*** Opening GIVEN ENTRIES ***

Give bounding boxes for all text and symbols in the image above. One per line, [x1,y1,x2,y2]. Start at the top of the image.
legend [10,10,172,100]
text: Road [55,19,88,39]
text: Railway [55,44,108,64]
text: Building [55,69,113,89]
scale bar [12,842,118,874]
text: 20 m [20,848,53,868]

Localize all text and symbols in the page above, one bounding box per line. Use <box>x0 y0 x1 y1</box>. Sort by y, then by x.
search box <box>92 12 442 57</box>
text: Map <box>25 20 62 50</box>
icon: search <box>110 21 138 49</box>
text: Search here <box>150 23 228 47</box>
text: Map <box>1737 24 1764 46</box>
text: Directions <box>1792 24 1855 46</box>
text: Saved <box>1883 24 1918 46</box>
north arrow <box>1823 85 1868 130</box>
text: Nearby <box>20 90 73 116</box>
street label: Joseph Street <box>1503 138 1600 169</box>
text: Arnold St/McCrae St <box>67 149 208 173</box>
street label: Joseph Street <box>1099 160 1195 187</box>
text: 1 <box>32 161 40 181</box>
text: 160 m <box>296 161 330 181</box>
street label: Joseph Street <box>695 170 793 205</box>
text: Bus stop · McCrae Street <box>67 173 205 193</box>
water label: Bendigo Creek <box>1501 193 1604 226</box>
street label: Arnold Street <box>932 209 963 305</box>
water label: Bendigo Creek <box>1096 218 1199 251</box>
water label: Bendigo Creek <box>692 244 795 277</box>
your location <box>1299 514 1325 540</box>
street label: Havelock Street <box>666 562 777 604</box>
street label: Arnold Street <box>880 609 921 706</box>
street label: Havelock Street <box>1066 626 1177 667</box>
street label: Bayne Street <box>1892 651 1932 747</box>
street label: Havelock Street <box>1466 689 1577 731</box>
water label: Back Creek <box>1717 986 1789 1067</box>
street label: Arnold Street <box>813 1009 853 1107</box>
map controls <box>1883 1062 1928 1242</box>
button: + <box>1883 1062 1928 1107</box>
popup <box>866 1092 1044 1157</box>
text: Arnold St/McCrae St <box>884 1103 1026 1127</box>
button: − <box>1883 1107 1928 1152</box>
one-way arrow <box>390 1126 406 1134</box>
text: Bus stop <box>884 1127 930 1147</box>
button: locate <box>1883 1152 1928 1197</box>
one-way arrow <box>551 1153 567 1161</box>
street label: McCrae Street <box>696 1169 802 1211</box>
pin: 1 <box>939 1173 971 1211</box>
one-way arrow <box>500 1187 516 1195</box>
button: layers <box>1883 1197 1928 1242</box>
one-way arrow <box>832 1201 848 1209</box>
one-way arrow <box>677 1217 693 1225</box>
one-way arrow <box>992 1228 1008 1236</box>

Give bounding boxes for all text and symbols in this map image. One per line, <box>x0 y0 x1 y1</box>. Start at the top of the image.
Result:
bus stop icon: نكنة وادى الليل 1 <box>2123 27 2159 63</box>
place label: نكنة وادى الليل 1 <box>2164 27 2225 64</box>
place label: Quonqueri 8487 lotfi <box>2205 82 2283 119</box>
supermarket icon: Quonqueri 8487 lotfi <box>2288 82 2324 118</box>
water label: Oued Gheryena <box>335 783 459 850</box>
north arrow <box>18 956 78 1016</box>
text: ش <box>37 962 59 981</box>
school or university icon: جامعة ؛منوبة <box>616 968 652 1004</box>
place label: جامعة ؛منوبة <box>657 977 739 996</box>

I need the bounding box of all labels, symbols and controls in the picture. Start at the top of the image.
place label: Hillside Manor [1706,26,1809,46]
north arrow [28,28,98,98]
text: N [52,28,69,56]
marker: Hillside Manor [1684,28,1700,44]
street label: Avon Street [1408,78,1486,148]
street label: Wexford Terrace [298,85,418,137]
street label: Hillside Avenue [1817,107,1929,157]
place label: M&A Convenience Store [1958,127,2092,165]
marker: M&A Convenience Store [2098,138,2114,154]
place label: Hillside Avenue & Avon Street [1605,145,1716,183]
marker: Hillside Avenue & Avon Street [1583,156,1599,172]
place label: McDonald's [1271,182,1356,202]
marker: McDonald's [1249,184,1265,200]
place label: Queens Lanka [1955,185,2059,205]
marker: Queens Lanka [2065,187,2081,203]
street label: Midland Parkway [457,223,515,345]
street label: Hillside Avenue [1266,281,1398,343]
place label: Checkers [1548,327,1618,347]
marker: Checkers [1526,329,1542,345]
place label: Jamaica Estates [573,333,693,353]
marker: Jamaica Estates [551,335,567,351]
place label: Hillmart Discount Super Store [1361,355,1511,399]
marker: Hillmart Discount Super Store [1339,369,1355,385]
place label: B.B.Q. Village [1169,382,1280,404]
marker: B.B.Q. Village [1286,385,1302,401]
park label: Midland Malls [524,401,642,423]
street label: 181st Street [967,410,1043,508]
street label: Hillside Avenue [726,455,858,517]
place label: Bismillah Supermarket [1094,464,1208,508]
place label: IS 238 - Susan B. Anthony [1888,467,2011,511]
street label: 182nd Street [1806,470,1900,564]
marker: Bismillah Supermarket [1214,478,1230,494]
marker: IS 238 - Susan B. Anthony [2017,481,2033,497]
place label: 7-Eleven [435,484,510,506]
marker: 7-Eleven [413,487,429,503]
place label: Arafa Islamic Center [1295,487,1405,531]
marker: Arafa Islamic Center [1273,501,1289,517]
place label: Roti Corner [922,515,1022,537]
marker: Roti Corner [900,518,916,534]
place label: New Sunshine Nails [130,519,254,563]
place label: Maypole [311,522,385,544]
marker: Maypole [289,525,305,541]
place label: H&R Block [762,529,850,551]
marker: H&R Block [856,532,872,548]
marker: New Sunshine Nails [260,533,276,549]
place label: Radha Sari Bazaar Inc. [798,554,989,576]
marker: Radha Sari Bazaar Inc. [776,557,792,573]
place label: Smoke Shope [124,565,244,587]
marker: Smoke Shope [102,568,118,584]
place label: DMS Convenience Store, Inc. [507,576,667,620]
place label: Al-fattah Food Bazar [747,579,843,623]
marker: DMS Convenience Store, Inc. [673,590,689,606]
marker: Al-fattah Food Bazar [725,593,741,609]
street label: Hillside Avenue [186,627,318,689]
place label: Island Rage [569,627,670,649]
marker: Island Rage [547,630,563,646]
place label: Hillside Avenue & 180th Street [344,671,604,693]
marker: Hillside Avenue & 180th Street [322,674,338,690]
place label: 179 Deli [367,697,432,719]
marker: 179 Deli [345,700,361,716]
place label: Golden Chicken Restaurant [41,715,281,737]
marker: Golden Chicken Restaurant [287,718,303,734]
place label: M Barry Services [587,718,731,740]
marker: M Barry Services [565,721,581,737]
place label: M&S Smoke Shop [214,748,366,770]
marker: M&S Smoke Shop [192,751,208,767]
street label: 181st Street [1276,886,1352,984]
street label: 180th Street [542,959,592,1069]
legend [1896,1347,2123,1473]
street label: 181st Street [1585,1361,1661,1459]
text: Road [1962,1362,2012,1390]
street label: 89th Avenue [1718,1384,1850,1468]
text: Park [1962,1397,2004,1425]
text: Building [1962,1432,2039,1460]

*** Closing GIVEN ENTRIES ***

▸ **AIM OF THE TASK**
From the records above, show each line that contains the word "Store".

▸ **EXERCISE RESPONSE**
place label: M&A Convenience Store [1958,127,2092,165]
marker: M&A Convenience Store [2098,138,2114,154]
place label: Hillmart Discount Super Store [1361,355,1511,399]
marker: Hillmart Discount Super Store [1339,369,1355,385]
place label: DMS Convenience Store, Inc. [507,576,667,620]
marker: DMS Convenience Store, Inc. [673,590,689,606]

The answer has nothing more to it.